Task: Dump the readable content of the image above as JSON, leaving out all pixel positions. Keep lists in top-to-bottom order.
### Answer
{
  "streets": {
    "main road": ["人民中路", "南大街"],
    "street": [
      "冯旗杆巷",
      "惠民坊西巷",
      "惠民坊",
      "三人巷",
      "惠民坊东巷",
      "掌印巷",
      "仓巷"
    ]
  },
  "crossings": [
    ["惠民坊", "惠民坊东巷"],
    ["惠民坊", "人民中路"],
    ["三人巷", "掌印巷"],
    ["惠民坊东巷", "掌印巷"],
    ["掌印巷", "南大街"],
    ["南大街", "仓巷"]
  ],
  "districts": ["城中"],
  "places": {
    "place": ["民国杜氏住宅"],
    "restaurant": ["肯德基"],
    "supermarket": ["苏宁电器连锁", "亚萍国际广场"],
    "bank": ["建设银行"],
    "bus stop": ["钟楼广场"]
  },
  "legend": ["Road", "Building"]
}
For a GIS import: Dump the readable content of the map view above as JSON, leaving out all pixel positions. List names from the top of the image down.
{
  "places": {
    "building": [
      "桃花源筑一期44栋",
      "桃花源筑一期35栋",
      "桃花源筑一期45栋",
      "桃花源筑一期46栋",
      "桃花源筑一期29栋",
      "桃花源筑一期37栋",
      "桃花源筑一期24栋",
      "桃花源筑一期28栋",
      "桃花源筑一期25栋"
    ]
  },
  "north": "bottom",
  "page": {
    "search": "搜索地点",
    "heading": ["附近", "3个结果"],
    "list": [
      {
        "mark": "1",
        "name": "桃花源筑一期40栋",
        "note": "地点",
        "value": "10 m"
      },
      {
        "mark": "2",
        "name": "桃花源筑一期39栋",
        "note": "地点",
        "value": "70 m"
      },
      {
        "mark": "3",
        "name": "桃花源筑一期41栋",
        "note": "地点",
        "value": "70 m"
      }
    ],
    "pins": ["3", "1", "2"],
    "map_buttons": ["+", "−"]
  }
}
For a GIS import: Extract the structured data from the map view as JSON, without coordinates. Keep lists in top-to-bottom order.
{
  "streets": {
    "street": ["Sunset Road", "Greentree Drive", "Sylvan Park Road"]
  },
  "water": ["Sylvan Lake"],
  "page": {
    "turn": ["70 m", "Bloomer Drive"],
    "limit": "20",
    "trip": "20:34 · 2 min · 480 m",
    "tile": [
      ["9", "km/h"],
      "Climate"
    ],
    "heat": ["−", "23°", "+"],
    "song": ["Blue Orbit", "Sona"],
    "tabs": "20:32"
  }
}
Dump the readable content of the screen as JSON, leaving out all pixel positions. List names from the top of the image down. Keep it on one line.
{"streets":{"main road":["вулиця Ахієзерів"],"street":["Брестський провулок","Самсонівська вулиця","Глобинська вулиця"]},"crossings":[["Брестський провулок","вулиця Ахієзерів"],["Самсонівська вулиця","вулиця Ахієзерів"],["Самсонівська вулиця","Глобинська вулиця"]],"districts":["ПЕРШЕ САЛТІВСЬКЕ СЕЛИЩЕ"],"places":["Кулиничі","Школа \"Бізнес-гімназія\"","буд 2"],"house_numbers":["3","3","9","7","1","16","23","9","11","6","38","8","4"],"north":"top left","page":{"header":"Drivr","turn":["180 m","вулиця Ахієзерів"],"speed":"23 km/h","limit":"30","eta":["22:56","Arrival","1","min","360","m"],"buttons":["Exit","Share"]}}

──────────────────────────────

# Brief:
Give back the full listing above, exactly as it reads.

# Written response:
Task: Dump the readable content of the image above as JSON, leaving out all pixel positions. Keep lists in top-to-bottom order.
### Answer
{
  "streets": {
    "main road": ["人民中路", "南大街"],
    "street": [
      "冯旗杆巷",
      "惠民坊西巷",
      "惠民坊",
      "三人巷",
      "惠民坊东巷",
      "掌印巷",
      "仓巷"
    ]
  },
  "crossings": [
    ["惠民坊", "惠民坊东巷"],
    ["惠民坊", "人民中路"],
    ["三人巷", "掌印巷"],
    ["惠民坊东巷", "掌印巷"],
    ["掌印巷", "南大街"],
    ["南大街", "仓巷"]
  ],
  "districts": ["城中"],
  "places": {
    "place": ["民国杜氏住宅"],
    "restaurant": ["肯德基"],
    "supermarket": ["苏宁电器连锁", "亚萍国际广场"],
    "bank": ["建设银行"],
    "bus stop": ["钟楼广场"]
  },
  "legend": ["Road", "Building"]
}
For a GIS import: Dump the readable content of the map view above as JSON, leaving out all pixel positions. List names from the top of the image down.
{
  "places": {
    "building": [
      "桃花源筑一期44栋",
      "桃花源筑一期35栋",
      "桃花源筑一期45栋",
      "桃花源筑一期46栋",
      "桃花源筑一期29栋",
      "桃花源筑一期37栋",
      "桃花源筑一期24栋",
      "桃花源筑一期28栋",
      "桃花源筑一期25栋"
    ]
  },
  "north": "bottom",
  "page": {
    "search": "搜索地点",
    "heading": ["附近", "3个结果"],
    "list": [
      {
        "mark": "1",
        "name": "桃花源筑一期40栋",
        "note": "地点",
        "value": "10 m"
      },
      {
        "mark": "2",
        "name": "桃花源筑一期39栋",
        "note": "地点",
        "value": "70 m"
      },
      {
        "mark": "3",
        "name": "桃花源筑一期41栋",
        "note": "地点",
        "value": "70 m"
      }
    ],
    "pins": ["3", "1", "2"],
    "map_buttons": ["+", "−"]
  }
}
For a GIS import: Extract the structured data from the map view as JSON, without coordinates. Keep lists in top-to-bottom order.
{
  "streets": {
    "street": ["Sunset Road", "Greentree Drive", "Sylvan Park Road"]
  },
  "water": ["Sylvan Lake"],
  "page": {
    "turn": ["70 m", "Bloomer Drive"],
    "limit": "20",
    "trip": "20:34 · 2 min · 480 m",
    "tile": [
      ["9", "km/h"],
      "Climate"
    ],
    "heat": ["−", "23°", "+"],
    "song": ["Blue Orbit", "Sona"],
    "tabs": "20:32"
  }
}
Dump the readable content of the screen as JSON, leaving out all pixel positions. List names from the top of the image down. Keep it on one line.
{"streets":{"main road":["вулиця Ахієзерів"],"street":["Брестський провулок","Самсонівська вулиця","Глобинська вулиця"]},"crossings":[["Брестський провулок","вулиця Ахієзерів"],["Самсонівська вулиця","вулиця Ахієзерів"],["Самсонівська вулиця","Глобинська вулиця"]],"districts":["ПЕРШЕ САЛТІВСЬКЕ СЕЛИЩЕ"],"places":["Кулиничі","Школа \"Бізнес-гімназія\"","буд 2"],"house_numbers":["3","3","9","7","1","16","23","9","11","6","38","8","4"],"north":"top left","page":{"header":"Drivr","turn":["180 m","вулиця Ахієзерів"],"speed":"23 km/h","limit":"30","eta":["22:56","Arrival","1","min","360","m"],"buttons":["Exit","Share"]}}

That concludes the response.